Okay, so you can access a default object instantly, but what about everything else? In order to access a specific item, most games would have you open a large, flow-breaking inventory screen. In truth, we do need such an inventory screen for the sake of item management (and I'll show what that would look like later), but in combat we'll probably need full access to any given individual container on the fly.
- Hold "grab" for a second while touching a container = Open container
- Hold "grab" for a second while not touching anything = Drop held object
"Open container" would display a small window off to one side of the screen showing the different objects in the container:
The interface in this mock-up is as simple as it gets. There are no slots or grid squares. All that matters is that there's stuff in a container, and they take up space.
The default object is at the top, and everything else is on the bottom. The numbers in the lower right are the combined volume of the objects and the capacity of the container.
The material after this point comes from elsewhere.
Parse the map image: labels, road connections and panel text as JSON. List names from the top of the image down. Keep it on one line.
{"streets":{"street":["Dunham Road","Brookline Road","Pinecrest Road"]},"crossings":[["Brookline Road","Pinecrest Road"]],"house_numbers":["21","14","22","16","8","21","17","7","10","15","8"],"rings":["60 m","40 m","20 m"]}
Here are the functions of the container window:
- Click "grab" on an object = Take object
- Click "grab" while holding an object and pointing at the container = Store object
- Click "grab" and drag an object from bottom to top = Set default object
- Click "grab" and drag an object from top to bottom = Clear default object
- Click "grab" and drag an object out of the container = Drop object
- Put your hand down = Close container
The full "inventory screen" would work the same way, but show all containers at once.
In this mock-up, the figure at the top represents the character's avatar. Pointing at any of the container windows would highlight the location of the container on the avatar's body. Pointing at what the avatar is wearing would show pop-up windows regarding the item being pointed at. To equip don an article, simply drag the article from its container to the avatar. To doff an article, drag it from the avatar to a container.
You can put any number of items in any container while on this screen, regardless of object size. This makes it much easier to manage your inventory. However, if there's too much stuff in a container (indicated by a pale red background inside the container), you won't be able to exit the inventory screen. The "FIT" button (grayed out here) if clicked attempts to rearrange the objects in your inventory so that everything fits. If it can't, it's covered with a big red 'X'.
On top of all this, you could also have several containers that only accept one of a certain kind of object (like how a pistol holster can only hold a pistol). This would allow you even more instant-access objects.